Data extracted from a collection
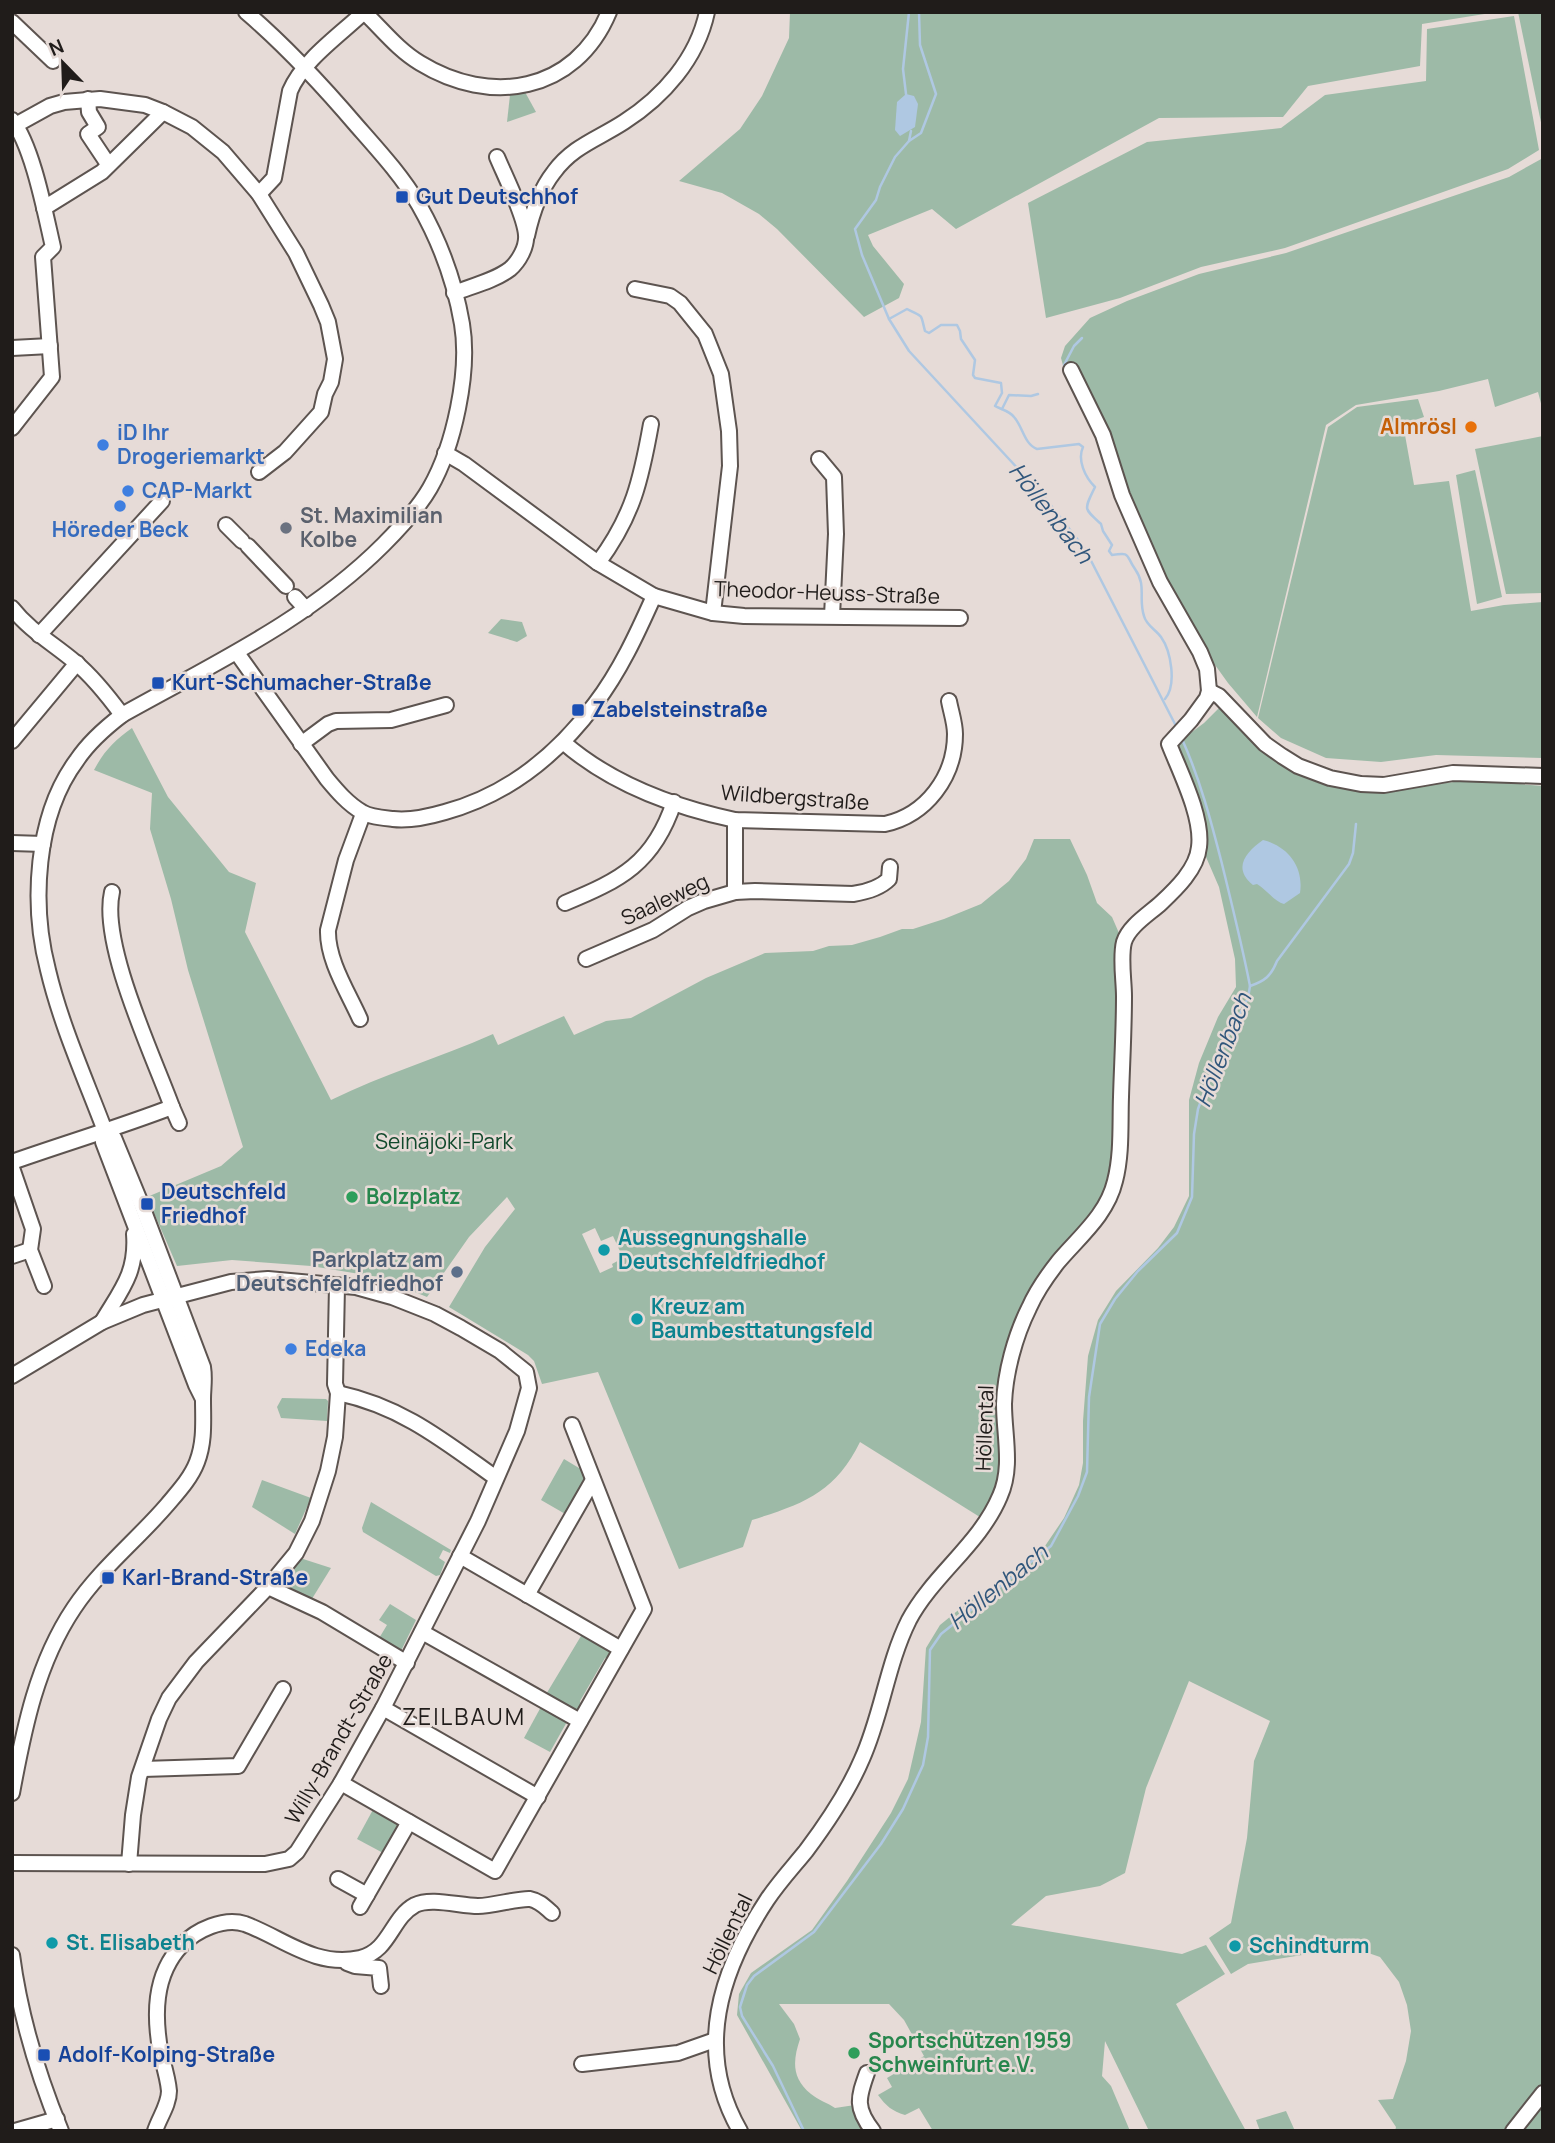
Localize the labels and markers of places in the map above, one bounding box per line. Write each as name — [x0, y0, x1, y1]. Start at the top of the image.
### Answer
place label: Gut Deutschhof — [416, 182, 578, 210]
marker: Gut Deutschhof — [394, 189, 410, 205]
place label: Almrösl — [1380, 412, 1457, 440]
place label: iD Ihr Drogeriemarkt — [117, 418, 265, 470]
marker: Almrösl — [1463, 419, 1479, 435]
marker: iD Ihr Drogeriemarkt — [95, 437, 111, 453]
place label: CAP-Markt — [142, 476, 252, 504]
marker: CAP-Markt — [120, 483, 136, 499]
marker: Höreder Beck — [112, 498, 128, 514]
place label: St. Maximilian Kolbe — [300, 501, 443, 553]
place label: Höreder Beck — [52, 515, 189, 543]
marker: St. Maximilian Kolbe — [278, 520, 294, 536]
place label: Kurt-Schumacher-Straße — [172, 668, 432, 696]
marker: Kurt-Schumacher-Straße — [150, 675, 166, 691]
place label: Zabelsteinstraße — [592, 695, 768, 723]
marker: Zabelsteinstraße — [570, 702, 586, 718]
place label: Deutschfeld Friedhof — [161, 1177, 286, 1229]
place label: Bolzplatz — [366, 1182, 461, 1210]
marker: Bolzplatz — [344, 1189, 360, 1205]
marker: Deutschfeld Friedhof — [139, 1196, 155, 1212]
place label: Aussegnungshalle Deutschfeldfriedhof — [618, 1223, 825, 1275]
marker: Aussegnungshalle Deutschfeldfriedhof — [596, 1242, 612, 1258]
place label: Parkplatz am Deutschfeldfriedhof — [236, 1245, 443, 1297]
marker: Parkplatz am Deutschfeldfriedhof — [449, 1264, 465, 1280]
place label: Kreuz am Baumbesttatungsfeld — [651, 1292, 873, 1344]
marker: Kreuz am Baumbesttatungsfeld — [629, 1311, 645, 1327]
place label: Edeka — [305, 1334, 366, 1362]
marker: Edeka — [283, 1341, 299, 1357]
place label: Karl-Brand-Straße — [122, 1563, 308, 1591]
marker: Karl-Brand-Straße — [100, 1570, 116, 1586]
place label: St. Elisabeth — [66, 1928, 195, 1956]
place label: Schindturm — [1249, 1931, 1369, 1959]
marker: St. Elisabeth — [44, 1935, 60, 1951]
marker: Schindturm — [1227, 1938, 1243, 1954]
place label: Sportschützen 1959 Schweinfurt e.V. — [868, 2026, 1072, 2078]
place label: Adolf-Kolping-Straße — [58, 2040, 275, 2068]
marker: Sportschützen 1959 Schweinfurt e.V. — [846, 2045, 862, 2061]
marker: Adolf-Kolping-Straße — [36, 2047, 52, 2063]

▶ **TASK PROMPT**
Collect each line of the entries that has the word "Deutschhof", copying it in full.

▶ **OUTPUT OF THE EXERCISE**
place label: Gut Deutschhof — [416, 182, 578, 210]
marker: Gut Deutschhof — [394, 189, 410, 205]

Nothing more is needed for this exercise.